Dalgety Bay beach has more radioactive particles on it than any other site in Scotland.
The Scottish Environment Protection Agency (Sepa) said it had reviewed similar areas in the wake of the problems discovered in Fife.
While officials discovered radiation in some places, there was nothing of the magnitude found at Dalgety Bay.
Radioactive particles were first found at the shore near Dalgety Bay sailing club more than 30 years ago.
The hazardous substance was used in paint to make aircraft dials luminous.
The residue from nearby HMS Donibristle was burned and buried on the beach sometime before 1959.
And after years of wrangling, the Ministry of Defence was named as the polluter in 2013.
Other sites affected
Now, as $10.5 million of work to clear the radiation is finally under way, Sepa confirmed it had also carried out studies at other sites in Scotland where radium was used.

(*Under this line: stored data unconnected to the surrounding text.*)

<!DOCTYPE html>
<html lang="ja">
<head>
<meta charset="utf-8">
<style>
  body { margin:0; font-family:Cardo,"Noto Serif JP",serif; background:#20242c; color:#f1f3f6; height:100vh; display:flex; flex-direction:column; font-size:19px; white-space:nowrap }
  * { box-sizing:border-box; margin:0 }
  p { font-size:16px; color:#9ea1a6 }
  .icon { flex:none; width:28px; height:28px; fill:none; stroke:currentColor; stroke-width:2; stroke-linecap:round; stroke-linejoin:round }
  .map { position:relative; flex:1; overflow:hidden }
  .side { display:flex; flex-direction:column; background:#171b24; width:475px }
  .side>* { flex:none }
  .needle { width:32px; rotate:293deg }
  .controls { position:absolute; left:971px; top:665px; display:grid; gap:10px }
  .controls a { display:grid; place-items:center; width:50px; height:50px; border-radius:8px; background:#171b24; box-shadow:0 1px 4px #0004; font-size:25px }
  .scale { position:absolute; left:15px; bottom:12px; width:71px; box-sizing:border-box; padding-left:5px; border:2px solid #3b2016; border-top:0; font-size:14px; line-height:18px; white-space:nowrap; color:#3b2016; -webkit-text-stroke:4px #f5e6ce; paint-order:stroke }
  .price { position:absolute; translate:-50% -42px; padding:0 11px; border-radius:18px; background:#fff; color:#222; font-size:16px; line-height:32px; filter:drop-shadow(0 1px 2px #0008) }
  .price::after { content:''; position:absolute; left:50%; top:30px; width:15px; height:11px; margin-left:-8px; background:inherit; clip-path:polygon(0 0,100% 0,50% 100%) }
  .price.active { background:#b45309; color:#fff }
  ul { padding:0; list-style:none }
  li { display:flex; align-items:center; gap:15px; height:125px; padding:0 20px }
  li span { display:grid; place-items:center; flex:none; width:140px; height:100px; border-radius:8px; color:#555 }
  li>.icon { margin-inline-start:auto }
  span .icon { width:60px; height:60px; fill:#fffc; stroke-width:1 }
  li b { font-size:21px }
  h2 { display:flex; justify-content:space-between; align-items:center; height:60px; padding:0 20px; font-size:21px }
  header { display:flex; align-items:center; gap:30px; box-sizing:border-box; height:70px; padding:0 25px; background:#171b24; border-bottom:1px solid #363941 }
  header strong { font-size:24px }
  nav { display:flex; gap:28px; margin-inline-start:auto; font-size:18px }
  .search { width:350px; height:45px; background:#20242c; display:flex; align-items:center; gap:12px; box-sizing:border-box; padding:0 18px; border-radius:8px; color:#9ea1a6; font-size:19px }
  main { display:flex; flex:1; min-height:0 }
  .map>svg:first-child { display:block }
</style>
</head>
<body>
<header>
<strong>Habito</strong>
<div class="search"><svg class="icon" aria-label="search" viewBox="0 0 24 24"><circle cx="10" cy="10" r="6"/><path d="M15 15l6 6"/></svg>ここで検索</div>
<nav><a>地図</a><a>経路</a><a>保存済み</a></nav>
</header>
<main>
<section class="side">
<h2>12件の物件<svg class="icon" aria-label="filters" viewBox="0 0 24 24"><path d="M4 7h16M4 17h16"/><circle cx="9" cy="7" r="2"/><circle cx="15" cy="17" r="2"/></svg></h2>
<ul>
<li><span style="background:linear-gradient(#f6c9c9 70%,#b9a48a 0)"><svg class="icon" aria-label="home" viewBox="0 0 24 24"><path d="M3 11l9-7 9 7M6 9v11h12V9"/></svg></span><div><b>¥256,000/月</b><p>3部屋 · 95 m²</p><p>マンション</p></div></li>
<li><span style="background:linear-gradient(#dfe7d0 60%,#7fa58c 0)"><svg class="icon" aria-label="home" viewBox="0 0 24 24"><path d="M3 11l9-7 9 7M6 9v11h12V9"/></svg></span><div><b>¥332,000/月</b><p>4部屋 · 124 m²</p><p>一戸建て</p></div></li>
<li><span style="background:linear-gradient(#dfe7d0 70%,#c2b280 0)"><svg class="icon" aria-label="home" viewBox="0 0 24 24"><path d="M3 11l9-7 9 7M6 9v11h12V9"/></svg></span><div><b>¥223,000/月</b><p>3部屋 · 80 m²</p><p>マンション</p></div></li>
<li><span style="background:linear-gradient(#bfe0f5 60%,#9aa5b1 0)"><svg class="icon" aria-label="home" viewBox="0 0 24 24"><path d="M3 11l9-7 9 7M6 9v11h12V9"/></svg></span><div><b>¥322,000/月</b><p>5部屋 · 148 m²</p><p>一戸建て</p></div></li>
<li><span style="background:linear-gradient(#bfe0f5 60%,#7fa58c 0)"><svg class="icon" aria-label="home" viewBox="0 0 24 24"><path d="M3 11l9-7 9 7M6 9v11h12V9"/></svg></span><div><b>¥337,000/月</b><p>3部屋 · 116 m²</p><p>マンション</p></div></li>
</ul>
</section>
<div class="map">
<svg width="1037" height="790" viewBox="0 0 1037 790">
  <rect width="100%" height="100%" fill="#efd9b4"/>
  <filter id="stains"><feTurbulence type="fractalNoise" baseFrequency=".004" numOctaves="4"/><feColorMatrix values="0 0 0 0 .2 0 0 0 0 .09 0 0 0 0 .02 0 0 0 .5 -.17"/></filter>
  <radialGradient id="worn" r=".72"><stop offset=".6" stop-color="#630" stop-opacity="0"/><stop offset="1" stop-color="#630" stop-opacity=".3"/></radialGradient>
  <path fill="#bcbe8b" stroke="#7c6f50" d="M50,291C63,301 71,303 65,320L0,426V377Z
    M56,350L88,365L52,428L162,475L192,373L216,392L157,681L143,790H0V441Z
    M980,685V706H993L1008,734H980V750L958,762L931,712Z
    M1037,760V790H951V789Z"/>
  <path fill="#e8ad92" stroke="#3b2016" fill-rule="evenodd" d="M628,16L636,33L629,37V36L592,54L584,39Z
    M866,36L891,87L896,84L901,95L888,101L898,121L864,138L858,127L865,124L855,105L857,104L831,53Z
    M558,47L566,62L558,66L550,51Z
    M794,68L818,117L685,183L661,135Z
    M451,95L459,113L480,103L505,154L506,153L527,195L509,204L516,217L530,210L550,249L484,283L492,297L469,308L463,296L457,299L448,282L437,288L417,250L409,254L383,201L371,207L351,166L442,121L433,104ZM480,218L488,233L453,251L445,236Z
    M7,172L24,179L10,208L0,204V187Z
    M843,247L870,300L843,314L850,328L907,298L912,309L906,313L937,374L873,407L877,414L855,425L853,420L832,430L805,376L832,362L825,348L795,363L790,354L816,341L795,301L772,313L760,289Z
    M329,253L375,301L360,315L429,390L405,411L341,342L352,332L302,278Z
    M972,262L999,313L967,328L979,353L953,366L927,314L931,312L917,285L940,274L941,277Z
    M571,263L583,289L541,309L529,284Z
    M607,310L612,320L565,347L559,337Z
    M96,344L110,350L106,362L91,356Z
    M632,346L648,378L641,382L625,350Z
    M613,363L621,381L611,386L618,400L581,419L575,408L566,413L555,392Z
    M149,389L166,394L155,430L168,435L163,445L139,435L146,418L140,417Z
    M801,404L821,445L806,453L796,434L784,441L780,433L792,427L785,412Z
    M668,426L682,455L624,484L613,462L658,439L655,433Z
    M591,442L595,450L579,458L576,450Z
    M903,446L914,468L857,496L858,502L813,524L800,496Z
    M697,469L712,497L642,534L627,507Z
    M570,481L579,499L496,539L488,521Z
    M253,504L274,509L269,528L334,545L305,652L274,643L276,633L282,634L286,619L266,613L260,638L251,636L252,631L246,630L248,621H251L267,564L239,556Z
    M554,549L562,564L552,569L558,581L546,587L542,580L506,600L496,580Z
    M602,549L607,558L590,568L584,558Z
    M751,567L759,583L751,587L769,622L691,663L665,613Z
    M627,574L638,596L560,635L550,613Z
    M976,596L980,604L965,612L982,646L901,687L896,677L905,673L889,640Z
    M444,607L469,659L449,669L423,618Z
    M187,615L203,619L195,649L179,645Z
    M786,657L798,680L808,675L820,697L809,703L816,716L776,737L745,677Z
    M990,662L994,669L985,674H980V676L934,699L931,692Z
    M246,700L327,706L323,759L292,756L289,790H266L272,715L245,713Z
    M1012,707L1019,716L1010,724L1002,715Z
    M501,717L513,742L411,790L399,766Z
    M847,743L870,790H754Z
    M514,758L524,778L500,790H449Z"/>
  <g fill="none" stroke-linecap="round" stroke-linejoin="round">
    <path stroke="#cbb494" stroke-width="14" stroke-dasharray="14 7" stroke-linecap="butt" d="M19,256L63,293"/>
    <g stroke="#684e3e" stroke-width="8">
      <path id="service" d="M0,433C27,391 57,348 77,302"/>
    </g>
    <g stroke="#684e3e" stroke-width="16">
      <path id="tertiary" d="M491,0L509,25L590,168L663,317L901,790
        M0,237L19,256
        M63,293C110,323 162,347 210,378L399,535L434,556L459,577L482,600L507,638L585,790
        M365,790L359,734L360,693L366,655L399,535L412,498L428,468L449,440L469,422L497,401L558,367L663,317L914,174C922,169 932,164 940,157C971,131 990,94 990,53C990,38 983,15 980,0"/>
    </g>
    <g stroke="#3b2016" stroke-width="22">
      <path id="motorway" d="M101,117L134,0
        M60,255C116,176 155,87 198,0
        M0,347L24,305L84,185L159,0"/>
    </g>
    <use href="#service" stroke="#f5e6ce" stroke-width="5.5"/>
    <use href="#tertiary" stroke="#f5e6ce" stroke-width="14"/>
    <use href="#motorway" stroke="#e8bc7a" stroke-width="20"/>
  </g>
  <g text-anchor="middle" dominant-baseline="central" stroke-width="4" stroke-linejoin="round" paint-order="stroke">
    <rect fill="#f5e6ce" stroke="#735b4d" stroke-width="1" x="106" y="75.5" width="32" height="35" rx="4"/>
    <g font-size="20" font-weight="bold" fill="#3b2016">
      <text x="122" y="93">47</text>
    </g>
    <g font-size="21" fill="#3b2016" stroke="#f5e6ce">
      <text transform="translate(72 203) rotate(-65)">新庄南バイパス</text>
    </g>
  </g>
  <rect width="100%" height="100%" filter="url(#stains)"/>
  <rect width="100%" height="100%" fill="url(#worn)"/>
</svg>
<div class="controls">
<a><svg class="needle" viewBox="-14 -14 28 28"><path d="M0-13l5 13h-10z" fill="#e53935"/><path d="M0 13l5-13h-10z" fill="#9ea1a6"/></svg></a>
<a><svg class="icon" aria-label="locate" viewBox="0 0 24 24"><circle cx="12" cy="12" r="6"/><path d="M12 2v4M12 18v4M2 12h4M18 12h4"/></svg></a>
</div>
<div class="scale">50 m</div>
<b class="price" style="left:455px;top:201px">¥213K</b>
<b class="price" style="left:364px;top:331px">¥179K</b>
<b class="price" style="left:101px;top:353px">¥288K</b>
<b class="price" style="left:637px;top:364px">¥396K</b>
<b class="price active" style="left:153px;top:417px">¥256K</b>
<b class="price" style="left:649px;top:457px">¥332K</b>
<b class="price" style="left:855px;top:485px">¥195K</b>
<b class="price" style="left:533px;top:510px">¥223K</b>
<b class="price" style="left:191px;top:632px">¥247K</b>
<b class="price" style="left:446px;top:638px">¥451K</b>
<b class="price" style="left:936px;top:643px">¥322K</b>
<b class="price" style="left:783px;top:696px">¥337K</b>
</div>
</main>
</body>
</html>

Dr Paul Dale, Sepa’s radioactive substance manager, said: “The activities undertaken at Dalgety Bay and the sites near HMS Donibristle could have occurred at other sites.
“What we’ve done since understanding the magnitude of the issue at Dalgety Bay is undertake a review of similar sites around Scotland where industries used radium at that time.
“We have investigated a number of sites and fortunately for those other communities, those sites haven’t indicated anything like the magnitude of the problem at Dalgety Bay.”
Dr Dale said that while radium exists elsewhere, it does not pose the same risks as that posed on the Fife beach, which has been closed to the public since 2011.
“As long as nobody comes in contact with that and there’s no pathway through the sites, there’s no risk,” he said.
Sepa has not published a list of the affected sites for fear of causing “undue public concern”.
Work to clear beach ongoing
Meanwhile, the work at Dalgety Bay is continuing and is on course to be complete by next year.
“There are no issues with being able to remove all restrictions once that’s complete,” Dr Dale said.
Contractors began last month and will initially be on site until October.
There will then be a six-month break until April to allow protection for wintering birds.
Specialist officers from Sepa are on site every day to ensure public health is protected.
Dr Dale said previously: “Communities around Dalgety Bay have for many years lived with the environmental legacy of Second World War radium contamination on the shore.
“Sepa has been clear in our requirements that remediation will be done once, and it will be done right – providing a permanent and positive resolution.”
Sepa will continue to monitor the area even once the work is finished.